Wie unermeßlich ist die Solidarität, die uns vereint!
Welch unzerstörbare Liebe!
Die Überstellung nach Miami dauerte lange, vor allem für Fernando und Ramón, die 10 Tage in Oklahoma blieben. Ich kam als Letzter in diesem Transitzentrum an. Ich kam direkt ins "Loch", in dem sich bereits meine Brüder befanden, aber von ihnen erfuhr ich nichts bis zu dem Tage, an dem wir das Flugzeug nach Florida nahmen. Klar, daß ich einen Versuch unternahm, mit ihnen zu sprechen und sie zu begrüßen, aber die Polizisten, die uns beförderten, hielten uns die ganze Zeit über isoliert und ohne uns auch nur ein einziges Wort wechseln zu lassen. Das war bereits ein Zeichen für das, was noch kommen würde.

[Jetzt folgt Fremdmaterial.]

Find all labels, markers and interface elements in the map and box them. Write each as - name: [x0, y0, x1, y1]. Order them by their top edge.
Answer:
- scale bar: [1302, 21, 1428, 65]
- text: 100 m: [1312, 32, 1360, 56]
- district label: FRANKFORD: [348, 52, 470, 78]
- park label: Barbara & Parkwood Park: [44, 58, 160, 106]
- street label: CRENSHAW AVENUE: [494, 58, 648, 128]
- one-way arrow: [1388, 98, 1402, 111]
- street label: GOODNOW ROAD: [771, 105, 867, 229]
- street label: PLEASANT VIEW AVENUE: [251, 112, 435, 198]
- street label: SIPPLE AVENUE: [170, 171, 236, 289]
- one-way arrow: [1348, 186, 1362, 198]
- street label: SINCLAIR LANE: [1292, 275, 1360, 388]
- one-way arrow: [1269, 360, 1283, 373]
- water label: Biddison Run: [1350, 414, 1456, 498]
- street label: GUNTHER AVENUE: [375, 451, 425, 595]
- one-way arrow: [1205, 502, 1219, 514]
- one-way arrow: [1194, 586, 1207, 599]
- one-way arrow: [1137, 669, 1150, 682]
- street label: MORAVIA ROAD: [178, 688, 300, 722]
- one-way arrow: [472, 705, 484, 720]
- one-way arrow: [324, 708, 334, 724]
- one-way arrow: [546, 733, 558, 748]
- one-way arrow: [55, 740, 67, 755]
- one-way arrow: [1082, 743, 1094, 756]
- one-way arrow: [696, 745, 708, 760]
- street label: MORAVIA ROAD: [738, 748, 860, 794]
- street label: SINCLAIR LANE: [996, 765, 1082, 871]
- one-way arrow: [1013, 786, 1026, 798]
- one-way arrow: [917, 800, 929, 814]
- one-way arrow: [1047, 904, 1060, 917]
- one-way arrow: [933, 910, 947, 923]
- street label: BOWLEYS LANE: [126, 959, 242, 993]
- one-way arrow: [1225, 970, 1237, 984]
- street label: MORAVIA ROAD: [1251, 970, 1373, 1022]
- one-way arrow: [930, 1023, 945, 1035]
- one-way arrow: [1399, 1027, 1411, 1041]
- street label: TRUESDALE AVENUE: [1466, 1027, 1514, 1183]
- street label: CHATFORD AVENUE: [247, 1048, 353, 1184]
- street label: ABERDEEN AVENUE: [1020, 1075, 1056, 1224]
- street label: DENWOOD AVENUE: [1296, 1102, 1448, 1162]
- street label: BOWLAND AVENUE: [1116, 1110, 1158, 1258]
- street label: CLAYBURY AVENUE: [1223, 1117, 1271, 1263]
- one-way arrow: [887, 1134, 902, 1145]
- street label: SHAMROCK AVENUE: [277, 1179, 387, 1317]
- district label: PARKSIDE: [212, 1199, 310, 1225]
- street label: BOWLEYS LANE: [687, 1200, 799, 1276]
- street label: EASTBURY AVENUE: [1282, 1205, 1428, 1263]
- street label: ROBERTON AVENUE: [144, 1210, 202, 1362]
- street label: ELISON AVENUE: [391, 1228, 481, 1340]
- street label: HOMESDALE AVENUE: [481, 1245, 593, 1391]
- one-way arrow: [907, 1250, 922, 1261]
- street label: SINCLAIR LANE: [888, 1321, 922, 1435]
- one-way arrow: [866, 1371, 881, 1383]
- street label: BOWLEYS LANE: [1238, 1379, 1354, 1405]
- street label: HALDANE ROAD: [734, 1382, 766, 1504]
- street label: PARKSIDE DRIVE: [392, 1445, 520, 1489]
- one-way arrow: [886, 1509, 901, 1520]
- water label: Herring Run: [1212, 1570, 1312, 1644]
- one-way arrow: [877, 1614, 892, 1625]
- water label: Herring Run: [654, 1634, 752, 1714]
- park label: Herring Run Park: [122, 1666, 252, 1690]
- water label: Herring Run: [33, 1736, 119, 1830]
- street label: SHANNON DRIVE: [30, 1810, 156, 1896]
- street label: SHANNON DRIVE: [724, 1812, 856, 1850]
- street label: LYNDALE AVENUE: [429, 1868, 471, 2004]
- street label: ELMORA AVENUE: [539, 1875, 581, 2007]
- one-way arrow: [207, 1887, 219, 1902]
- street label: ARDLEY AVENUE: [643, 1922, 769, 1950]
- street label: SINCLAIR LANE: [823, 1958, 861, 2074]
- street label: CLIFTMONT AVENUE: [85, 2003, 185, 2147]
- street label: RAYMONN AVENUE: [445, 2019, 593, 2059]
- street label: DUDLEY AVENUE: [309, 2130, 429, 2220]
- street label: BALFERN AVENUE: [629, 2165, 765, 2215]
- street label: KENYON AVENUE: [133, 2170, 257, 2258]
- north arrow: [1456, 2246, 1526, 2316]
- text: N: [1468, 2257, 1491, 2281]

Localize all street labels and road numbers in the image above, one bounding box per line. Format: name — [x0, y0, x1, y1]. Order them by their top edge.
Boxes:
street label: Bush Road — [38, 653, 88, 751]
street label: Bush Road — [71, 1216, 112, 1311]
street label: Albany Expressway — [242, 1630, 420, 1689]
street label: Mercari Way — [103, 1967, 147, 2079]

Als wir in Miami ankamen, wurden wir mit einer Isolierung empfangen, die noch strikter war, und das bekannte "Loch" wurde zum Ziel der Drei, klar, in verschiedenen Abteilungen, damit ich ja nicht wieder einmal ihnen eins meiner Gedichte vorlesen konnte. Unter diesen Strafbedingungen hielt man uns eine Woche lang, bis wir zu den Schlafsälen der allgemeinen Gefangenengemeinschaft überführt wurden, jeder von uns in einem anderen Stockwert und in einem anderen Flügel. Dies alles hatten wir ja hier schon durchgemacht.
Wir haben bereits mit den Vorbereitungen mit unseren Anwälten begonnen. Es kommen Tage intensiver Arbeit in dem Maße, wie der 13. Oktober näher kommt. Wir wissen, daß alle unsere Freunde zur Zeit jedes Ereignis näher verfolgen und daß beim elften Jahrestag unserer ungerechten Einkerkerung einmal mehr sich in zahllosen Winkeln der Welt die Forderung nach unserer Freiheit erhebt. Es wird sehr schwierig sein, allen zu antworten, aber ich werde wenigstens versuchen, ihnen diese Zeilen zukommen zu lassen, in denen ich ihnen unsere ewige Dankbarkeit für ihreUnterstützung erneuere und daß sie in jedem Augenblick in unseren Herzen sein werden. WIR WERDEN SIEGEN!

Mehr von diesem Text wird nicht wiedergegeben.